Jay Ward and Rocky & Bullwinkle might have inspired this bit of nonsense. |
Microscopic in scale, not in passion. Michelangelo had tour bus-sized blocks of Carrara marble; I had 4 1/2- by 6-inch glossy cardstock.
{Maybe a better analogy — though still grossly out of scale — would be Walter Paepcke and the Container Corporation of America, and the Westvaco paper company (now Mead Westvaco), and the role those companies played in advancing American graphic design in the middle of the 20th Century.}
Greg Archer, wearing the cyclists' cap I got to design. |
One difference: "Oh, and take the dog with you."
Greg needed a regular flow of printed marketing materials to alert bicycle enthusiasts to his shop, The Rest Stop, on a shady street near downtown Sacramento. And he wanted to amass a collection of useful textiles tying The Rest Stop to customers' daily lives. Sacramento is a bicyclists' city with its own amazing playground, a paved trail that snakes more than 30 miles from the Sacramento River up along the banks of the American River toward Folsom Lake and beyond.

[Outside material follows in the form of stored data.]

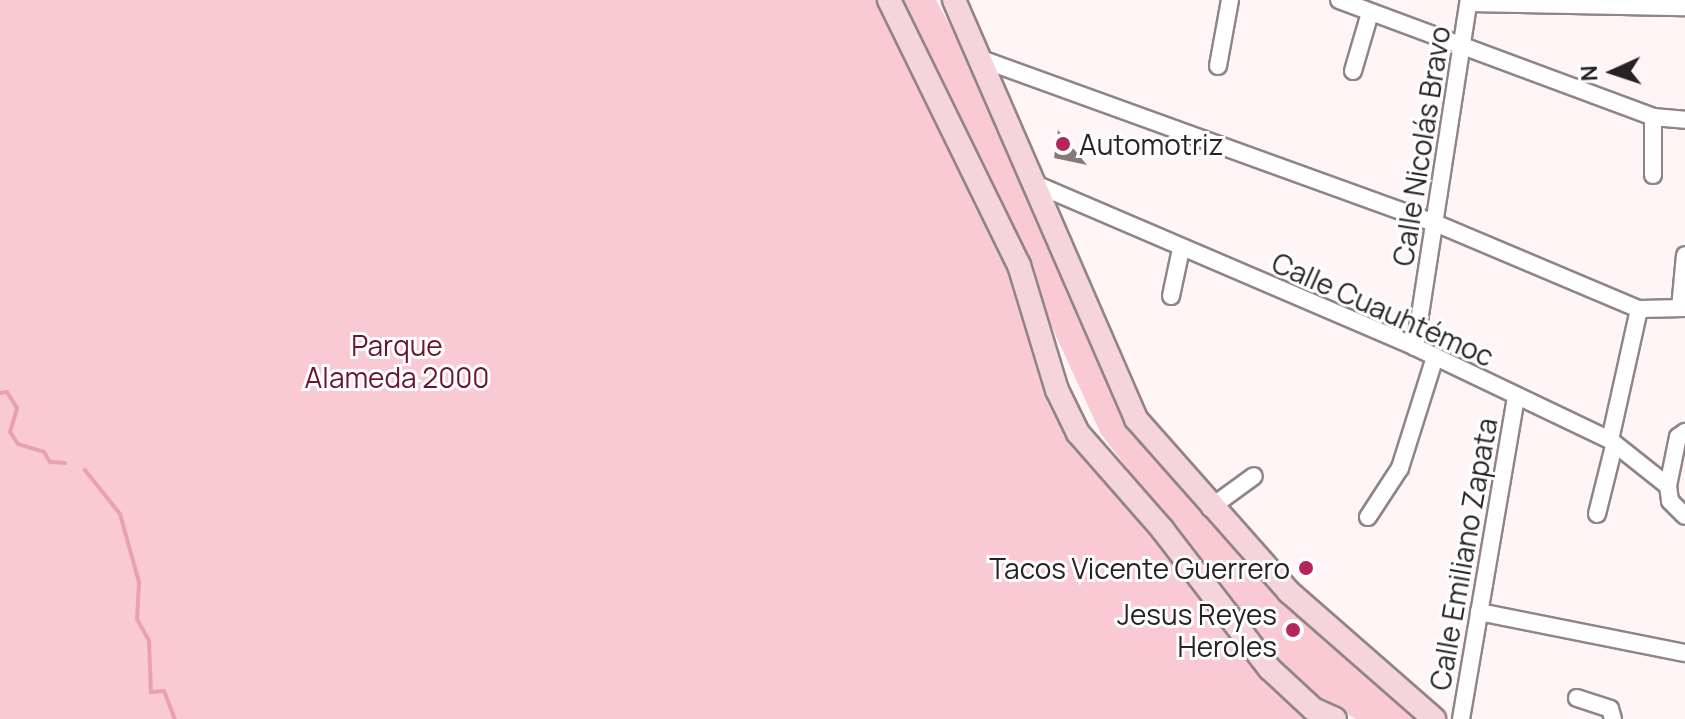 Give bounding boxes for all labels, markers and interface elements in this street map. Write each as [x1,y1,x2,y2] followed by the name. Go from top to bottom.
[1385,24,1457,268] street label: Calle Nicolás Bravo
[1573,32,1653,112] north arrow
[1574,65,1604,82] text: N
[1079,127,1223,161] place label: Automotriz
[1054,135,1072,153] marker: Automotriz
[1267,245,1499,373] street label: Calle Cuauhtémoc
[305,328,489,394] park label: Parque Alameda 2000
[1423,415,1503,693] street label: Calle Emiliano Zapata
[989,551,1290,585] place label: Tacos Vicente Guerrero
[1297,559,1315,577] marker: Tacos Vicente Guerrero
[1117,597,1277,663] place label: Jesus Reyes Heroles
[1284,621,1302,639] marker: Jesus Reyes Heroles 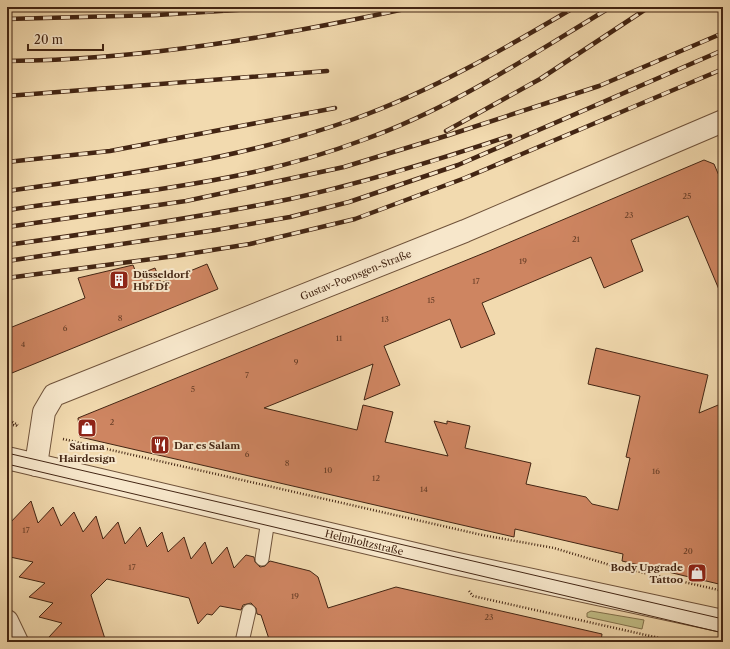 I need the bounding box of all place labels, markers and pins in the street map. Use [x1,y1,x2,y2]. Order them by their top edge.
place label: Düsseldorf Hbf Df [133,268,191,293]
building icon: Düsseldorf Hbf Df [108,269,130,291]
shop icon: Satima Hairdesign [76,417,98,439]
restaurant icon: Dar es Salam [149,434,171,456]
place label: Dar es Salam [174,439,240,452]
place label: Satima Hairdesign [59,440,115,465]
place label: Body Upgrade Tattoo [611,561,683,586]
shop icon: Body Upgrade Tattoo [686,562,708,584] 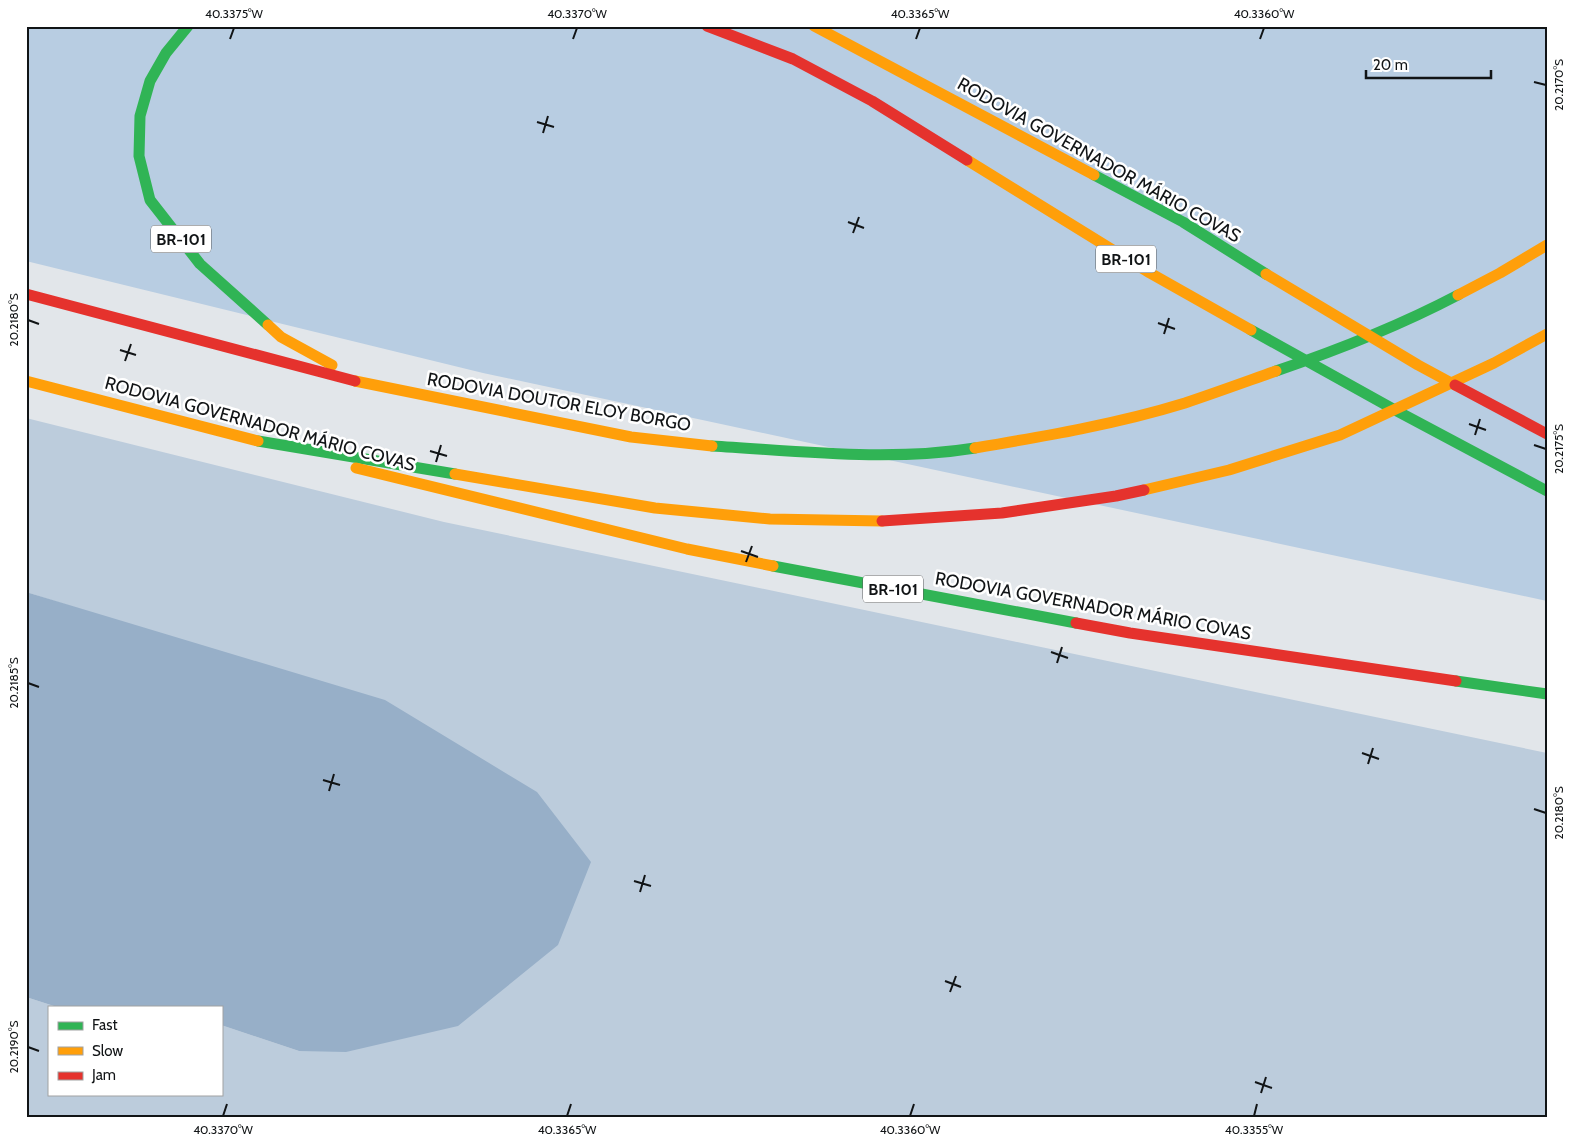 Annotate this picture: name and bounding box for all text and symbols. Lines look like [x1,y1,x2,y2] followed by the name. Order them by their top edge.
[205,6,264,21] text: 40.3375°W
[547,6,608,21] text: 40.3370°W
[891,6,950,21] text: 40.3365°W
[1234,6,1295,21] text: 40.3360°W
[1366,48,1490,80] scale bar
[1373,56,1408,74] text: 20 m
[1551,59,1566,111] text: 20.2170°S
[953,73,1245,247] street label: RODOVIA GOVERNADOR MÁRIO COVAS
[151,225,211,252] road number: BR-101
[1096,245,1156,272] road number: BR-101
[6,293,21,347] text: 20.2180°S
[425,368,693,436] street label: RODOVIA DOUTOR ELOY BORGO
[102,372,418,476] street label: RODOVIA GOVERNADOR MÁRIO COVAS
[1551,424,1566,474] text: 20.2175°S
[933,567,1253,645] street label: RODOVIA GOVERNADOR MÁRIO COVAS
[863,576,923,602] road number: BR-101
[6,657,21,709] text: 20.2185°S
[1551,786,1566,840] text: 20.2180°S
[48,1006,222,1096] legend
[92,1016,117,1034] text: Fast
[6,1021,21,1073] text: 20.2190°S
[92,1042,123,1060] text: Slow
[91,1066,116,1084] text: Jam
[193,1122,254,1137] text: 40.3370°W
[538,1122,597,1137] text: 40.3365°W
[880,1122,941,1137] text: 40.3360°W
[1225,1122,1284,1137] text: 40.3355°W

The penny-farthing and the controversial image of an early bicycle design, attributed to Leonardo da Vinci student Gian Giacomo Caprotti (or a complete hoax), make appearances as secondary characters. |
I don't know if the dog has a name or who created it (if you have information, you'd feature prominently in a future blog post!) It's bright pink, and its bug eyes remind me of the logo for the Mooneyes speed-performance car parts company I knew from childhood (as the world's worst builder of Revell model hot rods, even of the SnapTite® kind).
Though likely created in the early 1980s, the dog has an earlier feel, as if a stray from underground comics or psychedelic rock posters. I love that it has nothing to do with bicycles or bicycle parts, and would love to know its genesis.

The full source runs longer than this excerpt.